=== Data for analysis ===

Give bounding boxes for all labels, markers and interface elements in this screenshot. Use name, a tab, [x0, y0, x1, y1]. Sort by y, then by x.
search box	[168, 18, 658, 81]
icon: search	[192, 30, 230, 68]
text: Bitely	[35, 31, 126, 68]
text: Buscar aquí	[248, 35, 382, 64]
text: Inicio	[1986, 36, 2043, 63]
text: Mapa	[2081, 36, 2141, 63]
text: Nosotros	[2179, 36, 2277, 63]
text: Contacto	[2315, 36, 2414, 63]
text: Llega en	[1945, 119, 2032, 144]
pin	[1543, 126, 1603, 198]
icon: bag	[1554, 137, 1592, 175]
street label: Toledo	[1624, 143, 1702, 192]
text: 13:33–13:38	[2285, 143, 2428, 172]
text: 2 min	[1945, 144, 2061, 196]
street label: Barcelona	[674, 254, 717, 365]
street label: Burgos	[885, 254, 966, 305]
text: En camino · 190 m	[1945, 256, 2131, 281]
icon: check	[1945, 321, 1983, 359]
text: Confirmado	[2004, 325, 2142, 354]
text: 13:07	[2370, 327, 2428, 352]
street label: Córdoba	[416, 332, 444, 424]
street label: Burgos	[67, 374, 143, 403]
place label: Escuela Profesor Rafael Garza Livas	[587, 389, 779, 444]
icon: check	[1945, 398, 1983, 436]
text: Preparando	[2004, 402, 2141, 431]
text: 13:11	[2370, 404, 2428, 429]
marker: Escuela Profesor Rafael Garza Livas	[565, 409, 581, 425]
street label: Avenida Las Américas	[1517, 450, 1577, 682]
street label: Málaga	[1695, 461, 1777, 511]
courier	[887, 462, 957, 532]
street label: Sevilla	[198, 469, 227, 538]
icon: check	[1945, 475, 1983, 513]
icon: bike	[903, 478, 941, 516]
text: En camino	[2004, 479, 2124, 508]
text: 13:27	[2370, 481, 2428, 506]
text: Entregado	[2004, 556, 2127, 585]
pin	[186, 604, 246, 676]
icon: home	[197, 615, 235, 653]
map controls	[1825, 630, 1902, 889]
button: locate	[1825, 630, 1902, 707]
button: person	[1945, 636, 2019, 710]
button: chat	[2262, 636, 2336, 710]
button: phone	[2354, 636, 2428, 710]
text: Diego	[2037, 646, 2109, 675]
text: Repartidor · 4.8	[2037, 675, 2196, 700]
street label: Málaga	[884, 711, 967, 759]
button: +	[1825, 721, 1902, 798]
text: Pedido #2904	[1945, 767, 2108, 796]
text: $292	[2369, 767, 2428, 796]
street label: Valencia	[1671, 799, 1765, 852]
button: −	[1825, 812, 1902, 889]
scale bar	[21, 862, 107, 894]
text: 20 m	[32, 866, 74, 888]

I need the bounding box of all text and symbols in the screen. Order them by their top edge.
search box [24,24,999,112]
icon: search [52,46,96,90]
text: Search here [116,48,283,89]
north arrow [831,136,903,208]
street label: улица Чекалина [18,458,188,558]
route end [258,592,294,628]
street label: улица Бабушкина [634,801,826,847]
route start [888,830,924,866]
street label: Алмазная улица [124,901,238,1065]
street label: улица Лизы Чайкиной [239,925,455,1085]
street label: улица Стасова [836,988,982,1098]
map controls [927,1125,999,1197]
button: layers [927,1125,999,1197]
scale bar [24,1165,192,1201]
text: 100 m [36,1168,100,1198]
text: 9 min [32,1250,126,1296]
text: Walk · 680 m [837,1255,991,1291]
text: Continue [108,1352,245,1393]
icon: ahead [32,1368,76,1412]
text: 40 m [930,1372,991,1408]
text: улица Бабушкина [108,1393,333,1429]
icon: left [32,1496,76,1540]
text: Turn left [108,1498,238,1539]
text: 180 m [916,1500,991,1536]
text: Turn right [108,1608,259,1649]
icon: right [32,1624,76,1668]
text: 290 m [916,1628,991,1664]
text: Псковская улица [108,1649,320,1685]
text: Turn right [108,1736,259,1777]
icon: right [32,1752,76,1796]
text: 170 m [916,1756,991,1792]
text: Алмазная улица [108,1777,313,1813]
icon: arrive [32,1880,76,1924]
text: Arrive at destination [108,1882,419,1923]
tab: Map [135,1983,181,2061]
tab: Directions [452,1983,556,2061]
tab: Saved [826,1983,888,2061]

===

## Directions
Where does "улица" appear in the records above? Copy each line that holds it.

## Exercise response
street label: улица Чекалина [18,458,188,558]
street label: улица Бабушкина [634,801,826,847]
street label: Алмазная улица [124,901,238,1065]
street label: улица Лизы Чайкиной [239,925,455,1085]
street label: улица Стасова [836,988,982,1098]
text: улица Бабушкина [108,1393,333,1429]
text: Псковская улица [108,1649,320,1685]
text: Алмазная улица [108,1777,313,1813]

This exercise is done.